Aslında bu durum tıpkı termodinamiğin düzensizliğini tarif eden entropi yasası gibi uluslararası ortamın da düzensizliği içselleştirme eğilimine girdiğini gösteriyor. Bu noktada esas olarak, temel refleks, düzen sağlamayan veya düzeni bozulan devlet yapıları üzerinden çıkar devşirebilmek. Buna üretici veya faydalı kaos da deniyor. Yani belli bir kurala bağlanamayan ve düzen sağlanamayan yapılar için daha fazla ısrarcı olmak yerine “bırakınız dağınık kalsın ve hiç değilse bu dağınıklığın ürettiği kaostan çıkar devşirme imkânını ayakta tutabilelim” anlayışının öne çıktığını görmekteyiz. Bu anlayış bugün en çarpıcı biçimiyle Orta Doğu ve Kuzey Afrika'da yaşanıyor. Aslında daha geniş olarak Tüm İslam coğrafyasına yayılma eğilimi gösteriyor.

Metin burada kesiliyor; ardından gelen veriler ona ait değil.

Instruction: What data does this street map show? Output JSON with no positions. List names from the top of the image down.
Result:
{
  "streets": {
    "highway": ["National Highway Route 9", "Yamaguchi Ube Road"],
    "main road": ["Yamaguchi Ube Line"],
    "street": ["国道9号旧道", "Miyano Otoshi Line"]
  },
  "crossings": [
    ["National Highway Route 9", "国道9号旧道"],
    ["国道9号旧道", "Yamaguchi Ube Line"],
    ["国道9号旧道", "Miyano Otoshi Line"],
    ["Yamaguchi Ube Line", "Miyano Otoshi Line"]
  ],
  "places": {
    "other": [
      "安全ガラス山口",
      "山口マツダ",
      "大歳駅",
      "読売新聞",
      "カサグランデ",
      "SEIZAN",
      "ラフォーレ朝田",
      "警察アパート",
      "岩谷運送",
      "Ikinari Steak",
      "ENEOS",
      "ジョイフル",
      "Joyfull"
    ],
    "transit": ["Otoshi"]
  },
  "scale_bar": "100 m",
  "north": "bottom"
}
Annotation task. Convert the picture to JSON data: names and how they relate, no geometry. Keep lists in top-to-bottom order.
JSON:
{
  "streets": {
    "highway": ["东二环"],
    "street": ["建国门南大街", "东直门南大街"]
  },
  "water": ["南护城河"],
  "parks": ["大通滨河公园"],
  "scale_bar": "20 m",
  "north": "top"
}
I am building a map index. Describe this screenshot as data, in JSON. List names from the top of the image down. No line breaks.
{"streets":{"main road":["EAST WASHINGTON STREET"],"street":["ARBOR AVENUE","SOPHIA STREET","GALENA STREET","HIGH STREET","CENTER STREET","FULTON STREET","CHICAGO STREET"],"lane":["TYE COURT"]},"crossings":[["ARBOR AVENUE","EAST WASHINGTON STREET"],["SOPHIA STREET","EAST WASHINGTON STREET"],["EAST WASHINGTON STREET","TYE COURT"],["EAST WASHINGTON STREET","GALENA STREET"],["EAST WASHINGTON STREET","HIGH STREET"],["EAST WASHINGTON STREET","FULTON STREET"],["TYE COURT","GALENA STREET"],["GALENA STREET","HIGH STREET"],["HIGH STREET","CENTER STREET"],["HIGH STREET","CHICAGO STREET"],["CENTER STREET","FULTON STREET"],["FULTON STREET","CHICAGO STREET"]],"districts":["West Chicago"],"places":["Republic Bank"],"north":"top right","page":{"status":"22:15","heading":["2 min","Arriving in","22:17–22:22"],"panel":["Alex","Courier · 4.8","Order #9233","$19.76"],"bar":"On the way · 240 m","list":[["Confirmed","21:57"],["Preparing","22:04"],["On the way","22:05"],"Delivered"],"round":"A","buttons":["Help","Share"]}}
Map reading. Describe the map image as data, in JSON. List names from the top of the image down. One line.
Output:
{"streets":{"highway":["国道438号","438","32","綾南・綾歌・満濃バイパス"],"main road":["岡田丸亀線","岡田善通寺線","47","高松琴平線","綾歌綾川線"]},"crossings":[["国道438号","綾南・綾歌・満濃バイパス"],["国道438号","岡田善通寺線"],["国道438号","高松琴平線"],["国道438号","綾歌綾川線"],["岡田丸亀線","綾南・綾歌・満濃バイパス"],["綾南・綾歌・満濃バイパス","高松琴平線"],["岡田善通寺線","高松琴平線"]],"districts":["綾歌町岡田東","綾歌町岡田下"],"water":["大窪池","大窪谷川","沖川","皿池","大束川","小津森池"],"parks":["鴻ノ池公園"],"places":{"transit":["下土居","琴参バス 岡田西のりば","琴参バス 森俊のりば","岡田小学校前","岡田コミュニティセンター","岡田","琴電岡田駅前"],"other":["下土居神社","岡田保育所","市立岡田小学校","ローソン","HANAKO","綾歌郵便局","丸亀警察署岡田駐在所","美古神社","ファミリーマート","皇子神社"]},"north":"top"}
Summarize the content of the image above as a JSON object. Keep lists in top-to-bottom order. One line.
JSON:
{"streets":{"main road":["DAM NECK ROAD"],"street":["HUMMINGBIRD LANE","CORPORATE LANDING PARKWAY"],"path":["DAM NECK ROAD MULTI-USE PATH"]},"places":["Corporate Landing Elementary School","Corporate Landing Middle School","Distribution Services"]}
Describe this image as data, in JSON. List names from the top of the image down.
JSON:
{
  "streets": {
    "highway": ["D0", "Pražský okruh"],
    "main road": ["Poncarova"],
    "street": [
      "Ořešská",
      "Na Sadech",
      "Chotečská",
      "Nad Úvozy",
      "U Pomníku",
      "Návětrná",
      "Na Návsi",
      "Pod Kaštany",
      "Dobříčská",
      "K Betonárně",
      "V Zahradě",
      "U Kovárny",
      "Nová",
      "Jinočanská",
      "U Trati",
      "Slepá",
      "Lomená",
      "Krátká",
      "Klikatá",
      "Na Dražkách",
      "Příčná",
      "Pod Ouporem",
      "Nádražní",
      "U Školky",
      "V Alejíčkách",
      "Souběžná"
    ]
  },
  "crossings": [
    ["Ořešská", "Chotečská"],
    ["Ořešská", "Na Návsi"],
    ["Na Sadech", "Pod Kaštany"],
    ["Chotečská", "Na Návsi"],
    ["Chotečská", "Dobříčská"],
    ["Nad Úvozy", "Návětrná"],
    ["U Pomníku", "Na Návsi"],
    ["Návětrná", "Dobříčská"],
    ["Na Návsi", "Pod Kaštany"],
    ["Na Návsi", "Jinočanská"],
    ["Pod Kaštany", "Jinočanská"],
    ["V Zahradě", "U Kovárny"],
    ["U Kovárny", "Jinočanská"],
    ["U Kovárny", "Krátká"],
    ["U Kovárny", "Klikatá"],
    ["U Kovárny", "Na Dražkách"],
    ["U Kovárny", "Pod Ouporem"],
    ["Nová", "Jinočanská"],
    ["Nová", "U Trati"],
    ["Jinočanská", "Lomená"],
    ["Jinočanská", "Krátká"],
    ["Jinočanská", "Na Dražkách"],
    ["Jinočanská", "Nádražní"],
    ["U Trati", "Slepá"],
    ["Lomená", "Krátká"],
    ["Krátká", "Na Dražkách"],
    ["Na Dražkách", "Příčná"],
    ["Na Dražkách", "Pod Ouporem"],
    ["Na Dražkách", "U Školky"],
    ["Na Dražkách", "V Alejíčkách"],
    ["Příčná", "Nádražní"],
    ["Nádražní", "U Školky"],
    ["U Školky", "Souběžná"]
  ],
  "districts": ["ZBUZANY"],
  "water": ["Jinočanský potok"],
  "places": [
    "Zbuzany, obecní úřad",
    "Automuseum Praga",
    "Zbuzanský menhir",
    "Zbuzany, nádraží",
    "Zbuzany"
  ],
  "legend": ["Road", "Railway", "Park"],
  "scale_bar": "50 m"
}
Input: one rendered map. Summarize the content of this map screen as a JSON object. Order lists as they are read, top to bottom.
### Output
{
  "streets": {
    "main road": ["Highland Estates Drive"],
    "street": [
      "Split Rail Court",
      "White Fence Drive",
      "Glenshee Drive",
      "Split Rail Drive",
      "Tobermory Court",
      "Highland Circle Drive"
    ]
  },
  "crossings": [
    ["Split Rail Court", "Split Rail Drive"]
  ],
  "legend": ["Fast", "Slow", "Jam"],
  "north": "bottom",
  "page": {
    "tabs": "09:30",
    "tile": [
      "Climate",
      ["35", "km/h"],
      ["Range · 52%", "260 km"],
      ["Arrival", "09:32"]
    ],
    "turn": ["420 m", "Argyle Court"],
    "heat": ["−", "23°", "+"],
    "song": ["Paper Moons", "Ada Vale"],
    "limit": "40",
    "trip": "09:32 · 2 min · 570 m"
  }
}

Bu durum; mevcut devlet yapılarının sarsılmasına, ortak paydada buluşabilen toplulukların millet olma vasfının zedelenmesine yol açıyor. Devlet yapıları çözülüyor ve aynı devletin uluslararası hukuk açısından hükümranlık hakları ve sınırları aşınıyor ve geriye fiiliyat da çökmüş devletler (failed State) kalıyor. Bunun en çarpıcı örneğini Libya, Irak gibi ülkelerin yanı sıra Suriye oluşturuyor. Suriye’nin Esad yönetimi, hem hükümranlık alanlarındaki denetimi yitirmiş olmasıyla hem de kendi halkına yönelik sınırsız saldırganlaşmış tutumuyla meşruiyetini kaybetmiştir. Ancak bu durum, beklenildiği gibi yönetim veya rejim değişikliğine yol açmamıştır veya beklenildiği kadar hızlı gerçekleşmemiştir. Bunun nedenlerini irdelediğimizde görmemiz gereken Suriye üzerinden saflaşan ve çıkar hesapları yapanların kaygılarıdır. Bu kaygı Esad’ın gitmesinden daha çok kimin geleceğinin kaygısıdır. Esasen kaygı, demokrasinin gelmesi kaygısıdır. Kaygı, millet iradesinin tecellisi kaygısıdır. Kaygı, kontrolü yitirme kaygısıdır. Üstelik ortada Mısır deneyimi vardır. Suriye üzerinden hesap yapanların Mısır'dan çıkarttıkları sonuç ve bunun neden olduğu temel kaygı; İslam’ın şiddet yerine demokrasiyle buluşmasıdır. İhvan’ın Mısır’da izlediği yolun Suriye’de yaşanması kaygısıdır. Önce Mısır’da İhvan’ın yolu kesilmiş, sonra da Suriye’de olgunlaşması, ete kemiğe bürünmesi engellenmiştir.

Yazının tamamını okumak için tıklayınız...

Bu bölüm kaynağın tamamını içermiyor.